Sunday, June 12, 2022

Travels with Epicurus by Daniel Klein

I discovered this little gem of a book, read in less than one weekend, as part of a Kindle search for "greek travel essays".  The fact that it was written on the Greek island of Hydra, which we plan to visit this fall, intrigued me.

What I discovered was a poignant, well written search for how best to live life as an old man.  In his seventies, Daniel Klein wants to make the most of his remaining life on earth.

Klein uses Epicurus, the Hellenistic philosopher, as the framework for his search.  Along the way he also looks through many other lenses as well, as far ranging as Freud to Hinduism to Stoicism to Charles Dickens.

Klein posits that men should embrace old age rather than forestall their youth.  Rather than taking extreme measures to delay the aging process, there is much pleasure to be gleaned from the process of slowing down, of stepping back from the chaos of middle age and relishing life for what it is.

Perhaps this is best encapsulated in the Thomas Merton quote below: "Take more time, cover less ground."

That notion resonates with me.  I do believe that we miss out on life through hurry, focusing too much on finite, often meaningless goals.  There should be a joy to slowing down and taking in the world that surrounds us every minute of every day.  Maybe there is a reason that our bodies slow as we age, the better to perceive the world from a new perspective with higher resolution.
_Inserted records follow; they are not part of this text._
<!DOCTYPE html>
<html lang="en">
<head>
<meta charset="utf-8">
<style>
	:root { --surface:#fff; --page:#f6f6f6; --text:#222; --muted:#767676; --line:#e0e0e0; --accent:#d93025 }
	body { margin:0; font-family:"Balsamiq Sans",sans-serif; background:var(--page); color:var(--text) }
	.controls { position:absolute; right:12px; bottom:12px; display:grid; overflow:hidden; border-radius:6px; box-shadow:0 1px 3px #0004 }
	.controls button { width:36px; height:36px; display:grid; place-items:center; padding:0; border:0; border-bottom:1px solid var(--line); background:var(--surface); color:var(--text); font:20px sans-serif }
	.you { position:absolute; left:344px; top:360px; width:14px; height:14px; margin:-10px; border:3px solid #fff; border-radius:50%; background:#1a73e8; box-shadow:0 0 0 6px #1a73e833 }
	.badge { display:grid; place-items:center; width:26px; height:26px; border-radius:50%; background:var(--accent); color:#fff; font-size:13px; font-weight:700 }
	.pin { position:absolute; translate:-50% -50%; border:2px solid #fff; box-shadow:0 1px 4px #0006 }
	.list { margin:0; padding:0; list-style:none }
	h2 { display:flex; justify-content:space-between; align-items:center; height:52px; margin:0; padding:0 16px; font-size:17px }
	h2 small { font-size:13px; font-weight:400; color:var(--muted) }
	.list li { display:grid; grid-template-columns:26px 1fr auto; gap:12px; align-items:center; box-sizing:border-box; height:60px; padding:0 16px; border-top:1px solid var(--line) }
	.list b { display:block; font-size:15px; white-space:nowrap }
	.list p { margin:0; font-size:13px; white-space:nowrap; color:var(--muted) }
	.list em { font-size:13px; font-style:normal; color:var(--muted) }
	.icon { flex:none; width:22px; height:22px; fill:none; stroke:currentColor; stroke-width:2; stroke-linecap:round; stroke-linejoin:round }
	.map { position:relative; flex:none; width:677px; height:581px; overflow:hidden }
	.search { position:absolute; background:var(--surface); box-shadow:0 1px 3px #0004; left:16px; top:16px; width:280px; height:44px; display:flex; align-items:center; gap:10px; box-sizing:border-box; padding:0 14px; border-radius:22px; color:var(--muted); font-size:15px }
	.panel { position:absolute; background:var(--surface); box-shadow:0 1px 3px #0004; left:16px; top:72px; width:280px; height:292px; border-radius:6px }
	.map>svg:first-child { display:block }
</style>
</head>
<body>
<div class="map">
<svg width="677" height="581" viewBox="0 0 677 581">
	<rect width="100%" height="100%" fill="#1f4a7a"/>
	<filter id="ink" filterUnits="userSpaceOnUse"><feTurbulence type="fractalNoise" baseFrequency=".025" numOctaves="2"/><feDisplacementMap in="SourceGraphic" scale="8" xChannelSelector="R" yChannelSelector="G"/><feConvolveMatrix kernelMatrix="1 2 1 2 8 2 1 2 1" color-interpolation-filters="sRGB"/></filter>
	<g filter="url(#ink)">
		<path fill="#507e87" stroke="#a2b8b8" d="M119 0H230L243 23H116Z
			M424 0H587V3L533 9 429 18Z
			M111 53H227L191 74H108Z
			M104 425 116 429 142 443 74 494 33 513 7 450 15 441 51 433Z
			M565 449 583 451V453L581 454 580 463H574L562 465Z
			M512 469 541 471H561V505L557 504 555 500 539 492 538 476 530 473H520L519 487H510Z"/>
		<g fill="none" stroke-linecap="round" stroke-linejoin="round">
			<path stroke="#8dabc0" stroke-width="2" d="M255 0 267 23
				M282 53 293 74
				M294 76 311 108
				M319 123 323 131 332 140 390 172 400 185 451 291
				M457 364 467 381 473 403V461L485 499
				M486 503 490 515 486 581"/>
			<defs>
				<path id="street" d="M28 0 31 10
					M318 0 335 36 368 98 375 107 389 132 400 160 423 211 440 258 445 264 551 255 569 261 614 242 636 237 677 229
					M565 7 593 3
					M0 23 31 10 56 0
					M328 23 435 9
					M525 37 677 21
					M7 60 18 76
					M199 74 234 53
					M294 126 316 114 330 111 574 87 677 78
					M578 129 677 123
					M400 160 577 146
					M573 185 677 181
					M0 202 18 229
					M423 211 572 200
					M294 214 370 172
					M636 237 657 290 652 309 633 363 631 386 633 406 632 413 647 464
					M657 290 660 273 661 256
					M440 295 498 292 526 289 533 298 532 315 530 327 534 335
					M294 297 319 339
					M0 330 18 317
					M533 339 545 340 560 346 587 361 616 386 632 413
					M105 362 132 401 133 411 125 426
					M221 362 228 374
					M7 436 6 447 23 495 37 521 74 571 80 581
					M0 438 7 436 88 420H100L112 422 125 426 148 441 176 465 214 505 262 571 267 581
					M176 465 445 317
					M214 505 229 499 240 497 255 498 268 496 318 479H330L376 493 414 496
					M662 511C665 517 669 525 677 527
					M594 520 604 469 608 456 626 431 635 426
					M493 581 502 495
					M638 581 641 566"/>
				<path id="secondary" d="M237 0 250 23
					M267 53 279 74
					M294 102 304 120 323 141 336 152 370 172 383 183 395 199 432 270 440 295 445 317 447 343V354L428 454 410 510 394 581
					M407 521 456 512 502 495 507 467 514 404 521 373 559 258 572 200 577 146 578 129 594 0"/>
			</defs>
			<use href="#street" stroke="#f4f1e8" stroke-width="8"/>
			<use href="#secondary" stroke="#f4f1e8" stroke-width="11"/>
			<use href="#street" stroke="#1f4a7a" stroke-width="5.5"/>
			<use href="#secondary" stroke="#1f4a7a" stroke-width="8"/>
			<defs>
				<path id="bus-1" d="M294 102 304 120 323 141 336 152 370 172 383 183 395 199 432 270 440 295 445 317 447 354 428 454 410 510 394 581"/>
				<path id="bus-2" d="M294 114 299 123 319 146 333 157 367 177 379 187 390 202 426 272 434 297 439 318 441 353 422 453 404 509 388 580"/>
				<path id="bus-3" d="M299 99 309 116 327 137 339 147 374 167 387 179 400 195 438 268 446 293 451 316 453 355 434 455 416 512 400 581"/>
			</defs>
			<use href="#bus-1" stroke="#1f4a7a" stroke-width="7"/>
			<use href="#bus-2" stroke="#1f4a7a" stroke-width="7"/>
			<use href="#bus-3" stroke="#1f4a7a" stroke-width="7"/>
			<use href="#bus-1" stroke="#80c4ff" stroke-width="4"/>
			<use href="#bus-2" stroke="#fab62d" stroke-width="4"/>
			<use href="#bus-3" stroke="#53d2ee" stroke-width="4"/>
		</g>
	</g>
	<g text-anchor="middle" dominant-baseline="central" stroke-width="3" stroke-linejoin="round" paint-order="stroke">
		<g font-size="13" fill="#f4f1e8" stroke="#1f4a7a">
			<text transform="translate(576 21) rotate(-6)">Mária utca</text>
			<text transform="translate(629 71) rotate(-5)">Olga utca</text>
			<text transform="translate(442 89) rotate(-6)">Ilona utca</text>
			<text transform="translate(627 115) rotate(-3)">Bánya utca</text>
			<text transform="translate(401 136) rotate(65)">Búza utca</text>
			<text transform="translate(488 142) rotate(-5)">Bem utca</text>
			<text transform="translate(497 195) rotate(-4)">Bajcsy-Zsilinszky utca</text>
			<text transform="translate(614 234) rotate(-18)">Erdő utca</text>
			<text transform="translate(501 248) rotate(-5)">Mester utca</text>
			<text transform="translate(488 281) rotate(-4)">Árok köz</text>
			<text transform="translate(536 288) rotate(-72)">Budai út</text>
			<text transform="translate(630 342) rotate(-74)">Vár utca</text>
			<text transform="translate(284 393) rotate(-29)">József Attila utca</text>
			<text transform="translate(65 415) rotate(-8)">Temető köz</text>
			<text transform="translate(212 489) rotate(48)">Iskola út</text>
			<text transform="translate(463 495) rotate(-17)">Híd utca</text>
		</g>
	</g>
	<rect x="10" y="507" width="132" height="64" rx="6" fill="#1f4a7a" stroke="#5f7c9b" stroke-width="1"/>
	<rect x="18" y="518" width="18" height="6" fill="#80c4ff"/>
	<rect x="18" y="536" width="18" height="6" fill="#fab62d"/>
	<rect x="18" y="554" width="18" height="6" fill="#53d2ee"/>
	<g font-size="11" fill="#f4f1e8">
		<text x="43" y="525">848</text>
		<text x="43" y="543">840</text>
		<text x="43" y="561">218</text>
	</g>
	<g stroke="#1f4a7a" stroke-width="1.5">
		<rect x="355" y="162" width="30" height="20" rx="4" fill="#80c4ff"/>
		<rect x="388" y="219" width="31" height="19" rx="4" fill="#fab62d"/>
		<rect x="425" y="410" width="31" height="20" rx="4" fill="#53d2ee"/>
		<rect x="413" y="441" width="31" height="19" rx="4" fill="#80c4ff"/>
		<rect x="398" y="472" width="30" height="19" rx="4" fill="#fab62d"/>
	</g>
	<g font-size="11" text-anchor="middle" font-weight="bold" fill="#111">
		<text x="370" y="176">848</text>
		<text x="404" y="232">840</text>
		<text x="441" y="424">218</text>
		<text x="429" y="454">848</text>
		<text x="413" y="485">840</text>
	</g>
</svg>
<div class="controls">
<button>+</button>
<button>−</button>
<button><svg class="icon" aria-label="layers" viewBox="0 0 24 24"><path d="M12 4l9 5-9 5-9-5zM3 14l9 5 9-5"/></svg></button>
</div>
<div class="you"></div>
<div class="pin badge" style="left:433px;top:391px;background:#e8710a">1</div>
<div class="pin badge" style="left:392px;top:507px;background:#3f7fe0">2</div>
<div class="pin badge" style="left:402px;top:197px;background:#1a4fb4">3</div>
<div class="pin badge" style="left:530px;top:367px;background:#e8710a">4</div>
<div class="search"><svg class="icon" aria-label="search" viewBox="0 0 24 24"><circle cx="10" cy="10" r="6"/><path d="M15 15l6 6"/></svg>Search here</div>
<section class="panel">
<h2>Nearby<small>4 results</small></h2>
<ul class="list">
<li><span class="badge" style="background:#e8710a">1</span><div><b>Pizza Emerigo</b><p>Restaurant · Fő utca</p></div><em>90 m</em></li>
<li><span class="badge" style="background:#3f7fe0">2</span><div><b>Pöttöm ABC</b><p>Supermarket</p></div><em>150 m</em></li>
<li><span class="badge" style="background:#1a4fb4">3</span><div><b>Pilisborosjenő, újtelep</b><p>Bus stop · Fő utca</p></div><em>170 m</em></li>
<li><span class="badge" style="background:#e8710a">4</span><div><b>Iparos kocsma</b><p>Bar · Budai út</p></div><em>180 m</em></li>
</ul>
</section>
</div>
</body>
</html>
Klein's search for the best way to age makes me glad to have found Stoicism.  I do believe that even my tenuous grasp on it provides a foothold on something that might profoundly change my life.
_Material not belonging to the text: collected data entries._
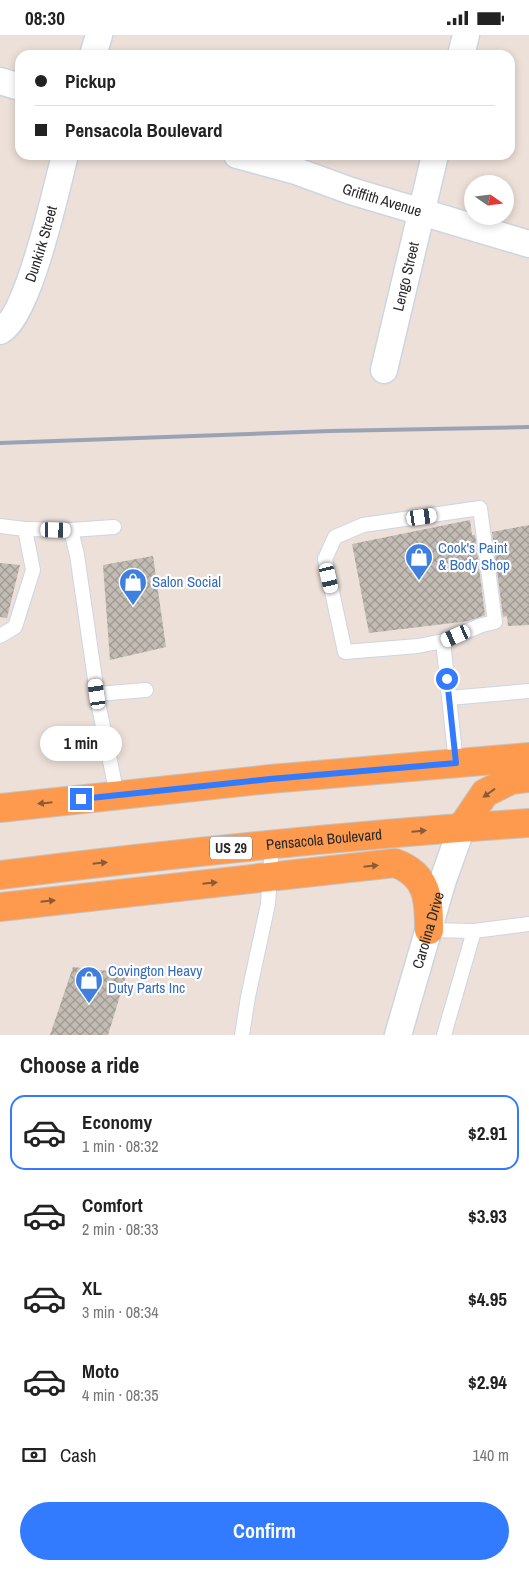 <!DOCTYPE html>
<html lang="en">
<head>
<meta charset="utf-8">
<style>
	body { margin:0; font-family:"Archivo Narrow",sans-serif; background:#f2f2f2; color:#222; height:100vh; display:flex; flex-direction:column; font-size:19px; white-space:nowrap }
	* { box-sizing:border-box; margin:0 }
	p { font-size:16px; color:#767676 }
	.icon { flex:none; width:28px; height:28px; fill:none; stroke:currentColor; stroke-width:2; stroke-linecap:round; stroke-linejoin:round }
	.map { position:relative; height:1000px; overflow:hidden }
	.drawer { display:flex; flex-direction:column; background:#fff; flex:1 }
	.drawer>* { flex:none }
	.guide { position:absolute; left:15px; top:15px; width:500px; height:110px; border-radius:15px; box-shadow:0 2px 8px #0003; display:grid; align-content:center; height:110px; padding:0 20px; background:#fff }
	.needle { width:32px; rotate:104deg }
	.tools { position:absolute; left:464px; top:140px; display:grid; gap:10px }
	.tools a { display:grid; place-items:center; width:50px; height:50px; border-radius:50%; background:#fff; box-shadow:0 2px 8px #0003; font-size:25px }
	.end { position:absolute; width:22px; height:22px; margin:-11px; border:6px solid #327bff; background:#fff; box-shadow:0 0 0 2px #fff }
	.from { border-radius:50% }
	.bubble { position:absolute; height:35px; border-radius:18px; background:#fff; box-shadow:0 2px 8px #0003; font-size:16px; font-weight:700; line-height:35px; text-align:center }
	.car { position:absolute; width:15px; height:30px; margin:-15px -8px; border-radius:6px; box-shadow:0 0 4px 1px #0007; background:linear-gradient(#fff 24%,#345 0 40%,#fff 0 76%,#345 0 86%,#fff 0) }
	.guide b { display:flex; align-items:center; gap:18px; height:48px; font-size:19px }
	.guide b+b { border-top:1px solid #e0e0e0 }
	.guide i { width:12px; height:12px; background:#222 }
	ul { padding:0; list-style:none }
	li { display:flex; align-items:center; gap:15px; height:75px; margin:0 10px 8px; padding:0 10px; border:2px solid transparent; border-radius:15px }
	li div { flex:1 }
	li b { display:block; font-size:19px }
	li em { font-style:normal; font-weight:700 }
	li.on { border-color:#327bff }
	li>.icon { width:45px; height:45px; stroke-width:1.5 }
	h2 { padding:0 20px; font-size:22px; line-height:60px }
	.pay { display:flex; align-items:center; gap:12px; height:55px; padding:0 20px; font-size:19px }
	.pay p { margin-inline-start:auto }
	.primary-button { display:flex; gap:10px; margin-top:auto; padding:10px 20px }
	.primary-button a { flex:1; height:58px; border-radius:30px; background:#327bff; color:#fff; font-size:20px; font-weight:700; line-height:58px; text-align:center }
	.status { display:flex; justify-content:space-between; align-items:center; height:35px; padding:0 25px; background:#fff; direction:ltr }
	.status svg { height:14px; fill:currentColor }
	.map>svg:first-child { display:block }
	.building { fill:url(#building-cross-hatch) }
	.lines { fill:none; stroke-linecap:round; stroke-linejoin:round }
	.service-casing { stroke:#cdd5e3; stroke-width:16 }
	.minor-casing { stroke:#cdd5e3; stroke-width:29 }
	.trunk-casing { stroke:#c3c3c3; stroke-width:30 }
	.service { stroke:#fff; stroke-width:14 }
	.minor { stroke:#fff; stroke-width:26 }
	.trunk { stroke:#fe9a4e; stroke-width:28 }
	.rail { stroke:#9aa3b5; stroke-width:4 }
	.oneway { fill:#885b39 }
	.route { stroke:#327bff; stroke-width:6 }
	.labels { text-anchor:middle; stroke-width:4.5; stroke-linejoin:round; paint-order:stroke }
	.shield { fill:#fff; stroke:#686868; stroke-width:1 }
	.shield-label { font-size:14px; font-weight:bold; fill:#282828 }
	.street-label { font-size:15px; fill:#282828; stroke:#fff }
	.shop-label { font-size:15px; fill:#366cbe; stroke:#fff; text-anchor:start }
</style>
</head>
<body>
<div class="status"><b>08:30</b><svg viewBox="0 0 49 12"><path d="M0 12V9h3v3zM5 12V6h3v6zM10 12V3h3v9zM15 12V0h3v12zM26 1h20v11H26zM47 4h2v5h-2z"/></svg></div>
<div class="map">
<svg width="529" height="1000" viewBox="0 0 529 1000">
	<defs>
		<pattern id="building-cross-hatch" width="8" height="8" patternUnits="userSpaceOnUse" patternTransform="scale(1.25)"><rect width="8" height="8" fill="#c3bcb4"/><path d="M0 0l8 8M0 8l8-8" fill="none" stroke="#9e9992"/></pattern>
	</defs>
	<rect width="100%" height="100%" fill="#ece0d8"/>
	<g class="building">
		<path d="M470,485L472,500H475L485,580L469,586L369,598L352,509Z"/>
		<path d="M529,490V590L508,591L507,581L503,582L492,497Z"/>
		<path d="M153,521L166,612L110,625L103,530Z"/>
		<path d="M0,528L20,530L7,583L0,582Z"/>
		<path d="M73,932L127,938L108,1000H50Z"/>
	</g>
	<g class="lines">
		<g class="service-casing">
			<g id="service">
				<path d="M0,491L25,494L33,535L15,592L0,601"/>
				<path d="M114,492L71,495L77,520L99,672L117,760"/>
				<path d="M25,494L71,495"/>
				<path d="M443,606L418,611L345,617L325,524L335,502L363,490L480,473L495,587L482,590L443,606L456,728"/>
				<path d="M97,659L146,655"/>
				<path d="M449,663L529,656"/>
				<path d="M429,895L474,896L529,889"/>
				<path d="M242,1000L248,962L268,869L272,809"/>
				<path d="M444,1000L474,896"/>
			</g>
		</g>
		<g class="minor-casing">
			<g id="minor">
				<path d="M93,20L99,0"/>
				<path d="M461,20L466,0"/>
				<path d="M0,46L20,52"/>
				<path id="s1" d="M237,120L296,136L351,156L529,209"/>
				<path id="s2" d="M0,296C29,282 56,154 65,120"/>
				<path id="s3" d="M384,335L435,120"/>
				<path id="s4" d="M398,1000L443,845L462,792"/>
			</g>
		</g>
		<g class="trunk-casing">
			<g id="trunk">
				<path d="M0,773L270,744L529,722"/>
				<path d="M462,792L485,758L511,745L529,743"/>
				<path id="s5" d="M0,840C176,818 352,800 529,788"/>
				<path d="M0,872L395,828C428,840 429,864 429,895"/>
			</g>
		</g>
		<use href="#service" class="service"/>
		<use href="#minor" class="minor"/>
		<use href="#trunk" class="trunk"/>
		<path class="rail" d="M0,408L330,396L529,392"/>
	</g>
	<defs><path id="oneway-solid" d="M-6-.8H1V-3.2L6.5 0L1 3.2V.8H-6Z" transform="scale(1.25)"/></defs>
	<g class="oneway">
		<use href="#oneway-solid" transform="translate(489 758) rotate(144)"/>
		<use href="#oneway-solid" transform="translate(45 768) rotate(174)"/>
		<use href="#oneway-solid" transform="translate(419 796) rotate(-5)"/>
		<use href="#oneway-solid" transform="translate(100 828) rotate(-6)"/>
		<use href="#oneway-solid" transform="translate(371 831) rotate(-6)"/>
		<use href="#oneway-solid" transform="translate(210 848) rotate(-6)"/>
		<use href="#oneway-solid" transform="translate(48 866) rotate(-6)"/>
	</g>
	<g class="lines">
		<path class="route" d="M81,764L270,744L456,728L447,644"/>
	</g>
	<defs>
		<g id="shop-pin" transform="scale(1.4375)"><path d="M0 17L-7.5 6A9.5 9.5 0 1 1 7.5 6Z" fill="#3f7fe0" stroke="#fff"/><path d="M-5-2.5h2.3a2.7 3.5 0 0 1 5.4 0H5L5.5 6h-11ZM-1.5-2.5h3a1.5 2.3 0 0 0-3 0Z" fill="#fff"/></g>
	</defs>
	<g fill-rule="evenodd">
		<use href="#shop-pin" x="419" y="522"/>
		<use href="#shop-pin" x="133" y="547"/>
		<use href="#shop-pin" x="89" y="945"/>
	</g>
	<g class="labels">
		<rect class="shield" x="210" y="801.5" width="42" height="23" rx="4"/>
		<g class="shield-label">
			<text x="231" y="818">US 29</text>
		</g>
		<g class="street-label">
			<text dy="5" stroke="none"><textPath href="#s1" startOffset="152">Griffith Avenue</textPath></text>
			<text dy="5" stroke="none"><textPath href="#s2" startOffset="98">Dunkirk Street</textPath></text>
			<text dy="5" stroke="none"><textPath href="#s3" startOffset="96">Lengo Street</textPath></text>
			<text dy="5" stroke="none"><textPath href="#s5" startOffset="326">Pensacola Boulevard</textPath></text>
			<text dy="5" stroke="none"><textPath href="#s4" startOffset="109">Carolina Drive</textPath></text>
		</g>
		<g class="shop-label">
			<text x="438" y="518">Cook's Paint<tspan x="438" dy="17">&amp; Body Shop</tspan></text>
			<text x="152" y="552">Salon Social</text>
			<text x="108" y="941">Covington Heavy<tspan x="108" dy="17">Duty Parts Inc</tspan></text>
		</g>
	</g>
</svg>
<div class="tools">
<a><svg class="needle" viewBox="-14 -14 28 28"><path d="M0-13l5 13h-10z" fill="#e53935"/><path d="M0 13l5-13h-10z" fill="#767676"/></svg></a>
</div>
<i class="end from" style="left:447px;top:644px"></i>
<i class="end" style="left:81px;top:764px"></i>
<div class="bubble" style="left:40px;top:691px;width:82px">1 min</div>
<i class="car" style="left:422px;top:482px;rotate:82deg"></i>
<i class="car" style="left:56px;top:495px;rotate:91deg"></i>
<i class="car" style="left:329px;top:543px;rotate:167deg"></i>
<i class="car" style="left:456px;top:601px;rotate:246deg"></i>
<i class="car" style="left:97px;top:659px;rotate:352deg"></i>
<div class="guide">
<b><i class="from"></i>Pickup</b>
<b><i></i>Pensacola Boulevard</b>
</div>
</div>
<section class="drawer">
<h2>Choose a ride</h2>
<ul>
<li class="on"><svg class="icon" aria-label="car" viewBox="0 0 24 24"><path d="M5 17H2v-5l4-1 3-4h7l3 4 3 1v5h-3M9 17h6M6 11h13"/><circle cx="7" cy="17" r="2"/><circle cx="17" cy="17" r="2"/></svg><div><b>Economy</b><p>1 min · 08:32</p></div><em>$2.91</em></li>
<li><svg class="icon" aria-label="car" viewBox="0 0 24 24"><path d="M5 17H2v-5l4-1 3-4h7l3 4 3 1v5h-3M9 17h6M6 11h13"/><circle cx="7" cy="17" r="2"/><circle cx="17" cy="17" r="2"/></svg><div><b>Comfort</b><p>2 min · 08:33</p></div><em>$3.93</em></li>
<li><svg class="icon" aria-label="car" viewBox="0 0 24 24"><path d="M5 17H2v-5l4-1 3-4h7l3 4 3 1v5h-3M9 17h6M6 11h13"/><circle cx="7" cy="17" r="2"/><circle cx="17" cy="17" r="2"/></svg><div><b>XL</b><p>3 min · 08:34</p></div><em>$4.95</em></li>
<li><svg class="icon" aria-label="car" viewBox="0 0 24 24"><path d="M5 17H2v-5l4-1 3-4h7l3 4 3 1v5h-3M9 17h6M6 11h13"/><circle cx="7" cy="17" r="2"/><circle cx="17" cy="17" r="2"/></svg><div><b>Moto</b><p>4 min · 08:35</p></div><em>$2.94</em></li>
</ul>
<div class="pay"><svg class="icon" aria-label="cash" viewBox="0 0 24 24"><path d="M3 7h18v10H3z"/><circle cx="12" cy="12" r="2"/></svg>Cash<p>140 m</p></div>
<div class="primary-button"><a>Confirm</a></div>
</section>
</body>
</html>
Excerpts from the book that grabbed me:

  • “It is not the young man who should be considered fortunate but the old man who has lived well, because the young man in his prime wanders much by chance, vacillating in his beliefs, while the old man has docked in the harbor, having safeguarded his true happiness.”
  • “Before you eat or drink anything, carefully consider with whom you eat or drink rather than what you eat or drink,
  • “And with Epicurus, I conceive that pleasures are to be avoided if greater pains be the consequence, and pains to be coveted that will terminate in greater pleasures.”
  • When my father-in-law, Jan Vuijst, a Dutch Reformed minister, was on his deathbed, I had a deeply intimate conversation with him—as it turned out, my last conversation with him. He said to me, “It was a privilege to have lived.” The soulful gratitude of that simple statement will never leave me.
  • Eyes closed, breath stilled, listening to the exquisite melancholy of Cavaradossi’s romanza to Tosca under the stars as he awaits his execution crying out, “Never have I loved life more!” sometimes—just sometimes—I can feel my yearnings made sublime.
  • And what about those all-too-rare moments when a glimpse of sky or a leaf dancing in the wind suddenly plucks me out of my day-to-day consciousness and sets me floating in some transcendent kingdom?
  • And now I remind myself that I must heed William Blake’s warning not to attempt to cling to a sublime experience, but rather allow it to come and go with grace. In another of his metaphysical poems, the four-line jewel called “Eternity,” he writes: He who binds to himself a joy Does the winged life destroy; But he who kisses the joy as it flies Lives in Eternity’s sunrise.
  • Take more time, cover less ground. —THOMAS MERTON
  • Perhaps if we are as mindful as we possibly can be of where we are in life right now, the most fulfilling options of how to live these years will reveal themselves to us, not by rigorously following the prescriptions of the wise philosophers, yet by being ever mindful of their wisdom.
  • We can try their ideas on for size, see how they fit with our considered values. This may be what it means to grow old philosophically.